If it does NOT recover in 10 min → escalate severity or wrong hypothesis; return to Step 5.

### Step 8: Communicate status

**Internal** (incident channel):
```
✅ Mitigation applied — rolling back to v1.34.2
[15:42] Error rate dropping; p99 recovering
[15:47] Stable — monitoring for 10 min before declaring resolved
```

**External** (if SEV-1 or SEV-2 with customer impact):
- Update status page in each state: Investigating → Identified → Monitoring → Resolved.
- Comms Lead writes; IC approves; no one else publishes.

**Executive** (if SEV-1 or duration >1h):
- Email/Slack DM to leadership every hour or on state change.
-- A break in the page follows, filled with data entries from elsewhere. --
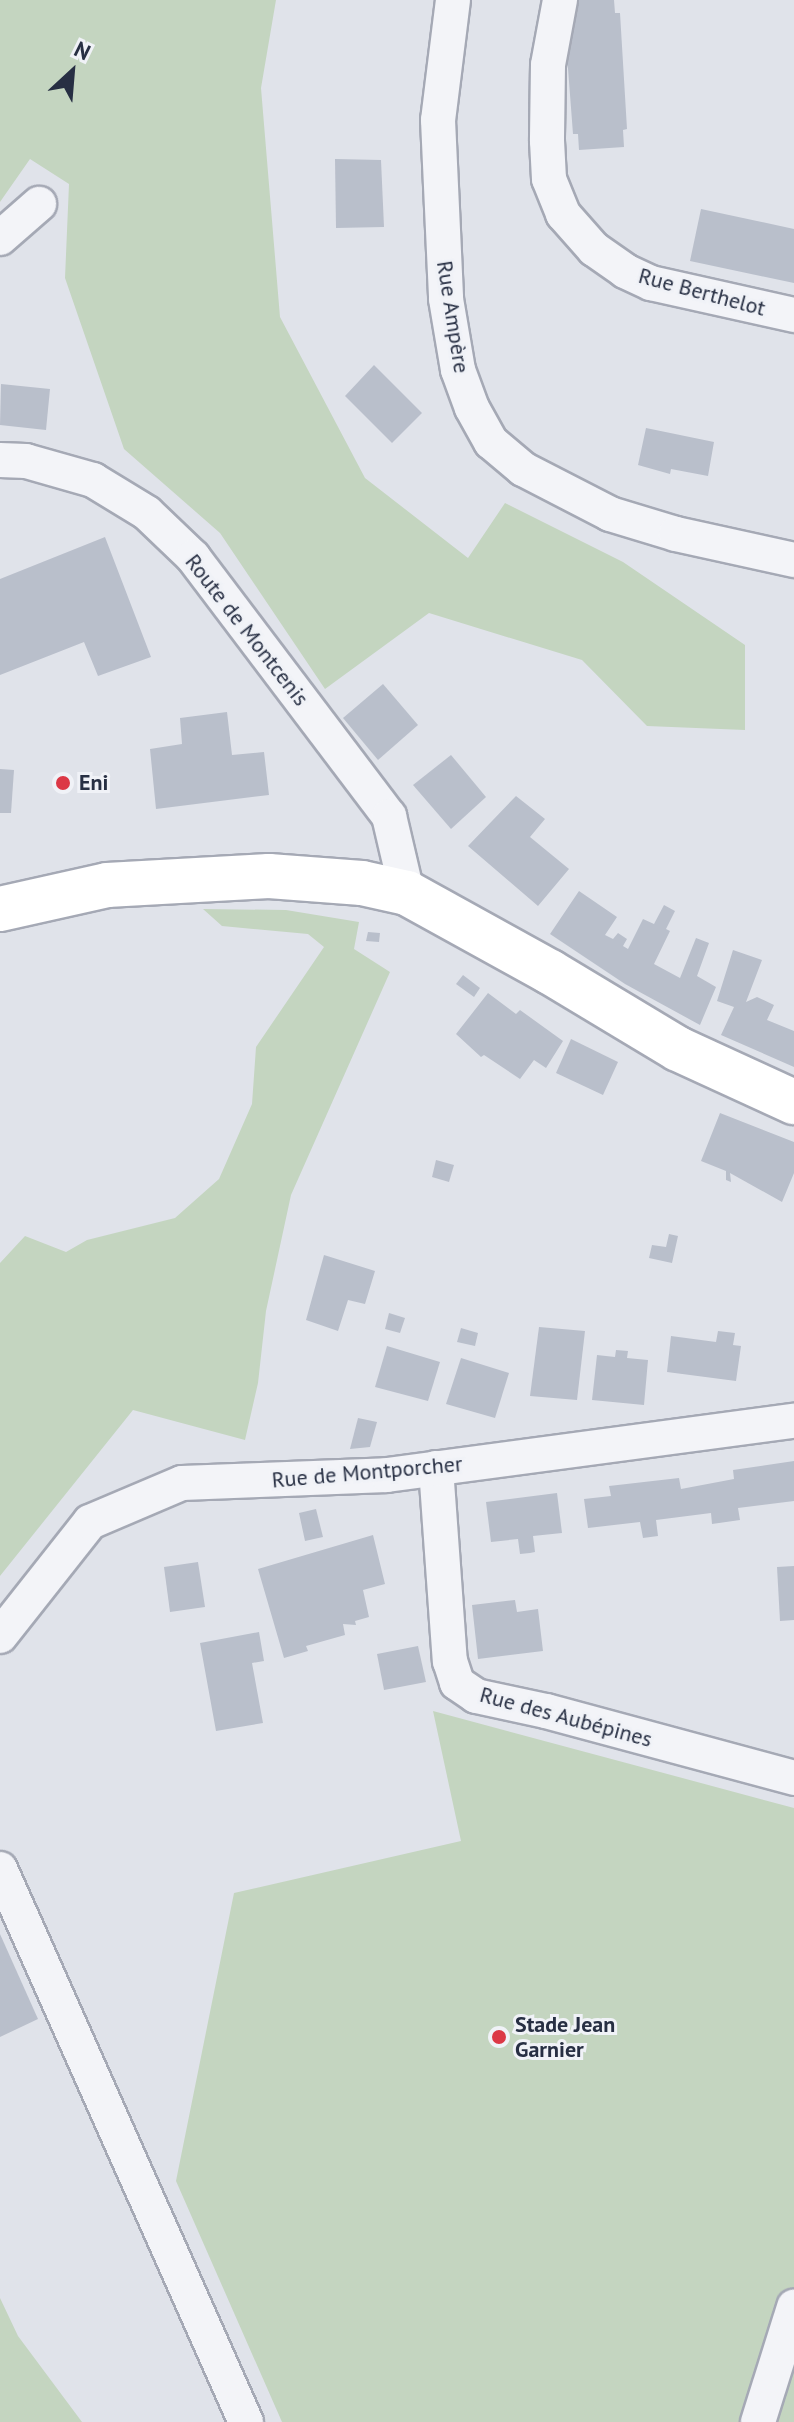 <!DOCTYPE html>
<meta charset="utf-8">
<style>
body{margin:0}
#map{position:relative;width:794px;height:2422px;overflow:hidden;background:#e0e3ea;font-family:"PT Sans",sans-serif}
div>[style]{position:absolute}
[style*='--x']{left:calc(var(--x)*1px);top:calc(var(--y)*1px);width:calc(var(--w)*1px);rotate:calc(var(--a)*1deg)}
.green>*{inset:0;background:#c4d5c0}
.building>*{inset:0;background:#b9bfcb}
.roads{filter:drop-shadow(2px 0 #a5a9b5) drop-shadow(-2px 0 #a5a9b5) drop-shadow(0 2px #a5a9b5) drop-shadow(0 -2px #a5a9b5)}
.minor>*{height:34px;margin:-17px;padding:0 17px;transform-origin:17px;border-radius:17px;background:#f3f4f8}
.major>*{height:44px;margin:-22px;padding:0 22px;transform-origin:22px;border-radius:22px;background:#fff}
.dots>*{width:22px;height:22px;translate:-50% -50%;box-sizing:border-box;border:4px solid #f0f2f7;border-radius:50%}
span{translate:-50% -50%;white-space:nowrap;text-align:center;line-height:1.15;-webkit-text-stroke:6px #f0f2f7;paint-order:stroke}
.street-label{font-size:22px;color:#272f43}
.poi-label{font-size:22px;color:#272f43;font-weight:700}
.left{translate:0 -50%;text-align:left}
.north{position:absolute;left:32px;top:32px;width:80px;height:80px;-webkit-text-stroke:6px #f0f2f7;paint-order:stroke;rotate:26deg;font-size:22px;font-weight:700;line-height:32px;text-align:center;color:#272f43}
.north::after{content:'';display:block;margin:auto;width:28px;height:36px;background:#272f43;clip-path:polygon(50% 0,100% 100%,50% 72%,0 100%)}
</style>
<div id="map">
<div class="green">
<i style="clip-path:polygon(0 0,276px 0,261px 88px,280px 317px,365px 478px,468px 558px,505px 503px,623px 562px,745px 645px,745px 730px,647px 726px,582px 660px,429px 613px,325px 689px,220px 533px,124px 449px,65px 278px,69px 184px,30px 159px,0 202px)"></i>
<i style="clip-path:polygon(203px 909px,286px 910px,359px 922px,354px 949px,390px 972px,291px 1195px,266px 1311px,258px 1383px,245px 1440px,133px 1410px,0 1576px,0 1263px,25px 1236px,66px 1252px,87px 1240px,175px 1218px,219px 1179px,252px 1104px,256px 1047px,324px 947px,308px 934px,222px 926px)"></i>
<i style="clip-path:polygon(433px 1711px,794px 1808px,794px 2422px,282px 2422px,176px 2181px,234px 1893px,461px 1841px)"></i>
<i style="clip-path:polygon(0 2298px,18px 2336px,82px 2422px,0 2422px)"></i>
</div>
<div class="building">
<i style="clip-path:polygon(568px 0,614px 0,615px 13px,620px 13px,627px 129px,623px 130px,624px 147px,579px 150px,578px 134px,573px 134px,564px 16px)"></i>
<i style="clip-path:polygon(335px 159px,381px 160px,384px 227px,336px 228px)"></i>
<i style="clip-path:polygon(701px 209px,794px 229px,794px 283px,690px 261px)"></i>
<i style="clip-path:polygon(374px 365px,422px 413px,392px 443px,345px 396px)"></i>
<i style="clip-path:polygon(1px 384px,50px 389px,46px 430px,0 425px)"></i>
<i style="clip-path:polygon(646px 428px,714px 442px,708px 476px,671px 469px,670px 474px,638px 465px)"></i>
<i style="clip-path:polygon(105px 537px,151px 657px,98px 676px,84px 642px,0 675px,0 579px)"></i>
<i style="clip-path:polygon(383px 684px,418px 725px,378px 760px,343px 718px)"></i>
<i style="clip-path:polygon(227px 712px,232px 755px,264px 752px,269px 795px,156px 809px,150px 749px,182px 744px,180px 718px)"></i>
<i style="clip-path:polygon(451px 755px,486px 797px,451px 829px,413px 785px)"></i>
<i style="clip-path:polygon(0 769px,14px 770px,11px 813px,0 813px)"></i>
<i style="clip-path:polygon(516px 796px,545px 819px,530px 837px,569px 869px,538px 906px,468px 846px)"></i>
<i style="clip-path:polygon(579px 891px,617px 917px,605px 935px,613px 939px,618px 933px,627px 939px,623px 946px,628px 949px,643px 919px,654px 924px,664px 905px,675px 911px,666px 929px,670px 931px,654px 964px,680px 978px,696px 938px,709px 943px,697px 976px,716px 987px,700px 1025px,625px 984px,550px 934px)"></i>
<i style="clip-path:polygon(368px 932px,380px 933px,379px 942px,366px 941px)"></i>
<i style="clip-path:polygon(733px 950px,762px 960px,746px 1002px,757px 997px,774px 1005px,767px 1020px,794px 1031px,794px 1067px,721px 1035px,734px 1007px,717px 1001px)"></i>
<i style="clip-path:polygon(463px 975px,480px 988px,474px 997px,456px 984px)"></i>
<i style="clip-path:polygon(488px 993px,516px 1014px,520px 1010px,563px 1041px,546px 1068px,534px 1060px,520px 1079px,484px 1055px,481px 1057px,456px 1034px)"></i>
<i style="clip-path:polygon(571px 1039px,618px 1062px,603px 1095px,556px 1073px)"></i>
<i style="clip-path:polygon(720px 1113px,794px 1142px,794px 1173px,782px 1202px,730px 1173px,731px 1182px,726px 1180px,726px 1171px,701px 1161px)"></i>
<i style="clip-path:polygon(436px 1160px,454px 1165px,449px 1182px,432px 1177px)"></i>
<i style="clip-path:polygon(669px 1234px,678px 1236px,672px 1263px,649px 1258px,652px 1245px,666px 1247px)"></i>
<i style="clip-path:polygon(324px 1255px,375px 1271px,365px 1304px,348px 1300px,338px 1331px,306px 1320px)"></i>
<i style="clip-path:polygon(389px 1313px,405px 1318px,400px 1333px,385px 1329px)"></i>
<i style="clip-path:polygon(539px 1327px,585px 1331px,577px 1400px,530px 1396px)"></i>
<i style="clip-path:polygon(461px 1328px,478px 1333px,475px 1346px,457px 1342px)"></i>
<i style="clip-path:polygon(718px 1331px,735px 1333px,733px 1345px,741px 1346px,736px 1381px,667px 1372px,671px 1336px,716px 1342px)"></i>
<i style="clip-path:polygon(387px 1346px,440px 1362px,428px 1401px,375px 1387px)"></i>
<i style="clip-path:polygon(616px 1350px,628px 1351px,627px 1358px,648px 1360px,644px 1405px,592px 1400px,597px 1355px,615px 1357px)"></i>
<i style="clip-path:polygon(461px 1358px,509px 1373px,495px 1418px,446px 1404px)"></i>
<i style="clip-path:polygon(358px 1418px,377px 1422px,370px 1447px,350px 1449px)"></i>
<i style="clip-path:polygon(794px 1461px,794px 1501px,738px 1508px,740px 1520px,712px 1524px,711px 1513px,656px 1520px,658px 1536px,643px 1538px,640px 1522px,588px 1528px,584px 1499px,611px 1496px,609px 1486px,679px 1478px,681px 1489px,734px 1479px,733px 1470px)"></i>
<i style="clip-path:polygon(557px 1493px,562px 1533px,533px 1536px,535px 1552px,530px 1553px,520px 1554px,518px 1539px,491px 1542px,486px 1502px)"></i>
<i style="clip-path:polygon(316px 1509px,323px 1537px,305px 1541px,299px 1513px)"></i>
<i style="clip-path:polygon(373px 1535px,385px 1584px,363px 1590px,369px 1617px,355px 1621px,356px 1625px,343px 1624px,345px 1635px,306px 1646px,308px 1651px,284px 1658px,258px 1569px)"></i>
<i style="clip-path:polygon(198px 1562px,205px 1607px,170px 1612px,164px 1567px)"></i>
<i style="clip-path:polygon(794px 1566px,794px 1620px,780px 1621px,777px 1567px)"></i>
<i style="clip-path:polygon(515px 1600px,517px 1612px,538px 1609px,543px 1651px,478px 1659px,472px 1605px)"></i>
<i style="clip-path:polygon(259px 1632px,264px 1661px,252px 1663px,263px 1723px,216px 1731px,200px 1643px)"></i>
<i style="clip-path:polygon(418px 1646px,426px 1682px,384px 1690px,377px 1654px)"></i>
<i style="clip-path:polygon(0 1934px,38px 2019px,0 2037px)"></i>
</div>
<div class="roads">
<div class="minor">
<i style="--x:453;--y:0;--w:121;--a:97.1"></i>
<i style="--x:438;--y:120;--w:179;--a:87.4"></i>
<i style="--x:446;--y:299;--w:72;--a:80.4"></i>
<i style="--x:458;--y:370;--w:40;--a:69.8"></i>
<i style="--x:472;--y:408;--w:39;--a:61"></i>
<i style="--x:491;--y:442;--w:42;--a:40.2"></i>
<i style="--x:523;--y:469;--w:98;--a:27.3"></i>
<i style="--x:610;--y:514;--w:69;--a:16.9"></i>
<i style="--x:676;--y:534;--w:121;--a:12.4"></i>
<i style="--x:560;--y:0;--w:66;--a:100.5"></i>
<i style="--x:548;--y:65;--w:76;--a:90.8"></i>
<i style="--x:547;--y:141;--w:38;--a:87"></i>
<i style="--x:549;--y:179;--w:38;--a:68"></i>
<i style="--x:563;--y:214;--w:47;--a:48.5"></i>
<i style="--x:594;--y:249;--w:38;--a:35"></i>
<i style="--x:625;--y:271;--w:29;--a:25"></i>
<i style="--x:651;--y:283;--w:147;--a:12.6"></i>
<i style="--x:0;--y:238;--w:52;--a:-41.1"></i>
<i style="--x:0;--y:460;--w:26;--a:2"></i>
<i style="--x:26;--y:461;--w:70;--a:15.8"></i>
<i style="--x:93;--y:480;--w:63;--a:31.4"></i>
<i style="--x:147;--y:513;--w:64;--a:43.7"></i>
<i style="--x:193;--y:557;--w:325;--a:52.9"></i>
<i style="--x:389;--y:816;--w:79;--a:76.8"></i>
<i style="--x:436;--y:1468;--w:194;--a:85.9"></i>
<i style="--x:450;--y:1661;--w:23;--a:72"></i>
<i style="--x:457;--y:1683;--w:23;--a:34"></i>
<i style="--x:476;--y:1696;--w:72;--a:12.1"></i>
<i style="--x:546;--y:1711;--w:257;--a:15.1"></i>
<i style="--x:0;--y:1636;--w:145;--a:-51.7"></i>
<i style="--x:90;--y:1522;--w:100;--a:-23"></i>
<i style="--x:182;--y:1483;--w:205;--a:-2.2"></i>
<i style="--x:387;--y:1475;--w:411;--a:-7.6"></i>
<i style="--x:0;--y:1869;--w:605;--a:66.02"></i>
<i style="--x:758;--y:2422;--w:121;--a:-72.6"></i>
</div>
<div class="major">
<i style="--x:0;--y:909;--w:110;--a:-12.6"></i>
<i style="--x:107;--y:885;--w:162;--a:-3.2"></i>
<i style="--x:269;--y:876;--w:93;--a:4.3"></i>
<i style="--x:362;--y:883;--w:46;--a:12.5"></i>
<i style="--x:407;--y:893;--w:163;--a:28.9"></i>
<i style="--x:550;--y:972;--w:149;--a:31"></i>
<i style="--x:678;--y:1049;--w:128;--a:24.6"></i>
</div>
</div>
<div class="dots">
<i style="left:63px;top:783px;background:#dc3846"></i>
<i style="left:499px;top:2037px;background:#dc3846"></i>
</div>
<div class="street-label">
<span style="left:702px;top:292px;rotate:15deg">Rue Berthelot</span>
<span style="left:453px;top:317px;rotate:81deg">Rue Ampère</span>
<span style="left:247px;top:630px;rotate:52deg">Route de Montcenis</span>
<span style="left:367px;top:1472px;rotate:-5deg">Rue de Montporcher</span>
<span style="left:566px;top:1717px;rotate:15deg">Rue des Aubépines</span>
</div>
<div class="poi-label">
<span class="left" style="left:79px;top:783px">Eni</span>
<span class="left" style="left:515px;top:2037px">Stade Jean<br>Garnier</span>
</div>
<div class="north">N</div>
</div>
### Step 9: Deliver initial timeline

Before leaving "triage mode" and entering "investigation mode":

1. Consolidate structured timeline in central document:
   ```markdown
   # Timeline — {service} {date}

   | Time (UTC) | Event |
   |---|---|
   | 14:32 | Alert fires — p99 > 500ms |
   | 14:35 | On-call acknowledge, SEV-2 declared |
   | 14:38 | War room opened |
   | ... |
   ```

2. This document feeds the post-mortem (`kata-postmortem-write`).

## Outputs

| Output | Format | Destination |
|--------|--------|-------------|
| Declared severity + activations | Structured message | Incident channel |
| Initial timeline | Markdown | Central document (Notion, Google Docs, repo) |
| Applied mitigation + confirmed recovery | Observation in dashboards | Print/link in channel |
| Status page updates | Structured text | statuspage.io or equivalent |

## Restrictions

- **Severity is NOT opinion**: apply `codex-incident-response` criteria objectively.
- **No blame during incident**: factual language ("deploy X caused degradation"), never ("dev Y deployed a bug"). Blameless post-mortem starts here.
- **Comms has one owner**: Comms Lead is the only one who publishes externally; avoids contradictions.
- **Mitigation comes before complete understanding**: restore service > figure out why; debug later.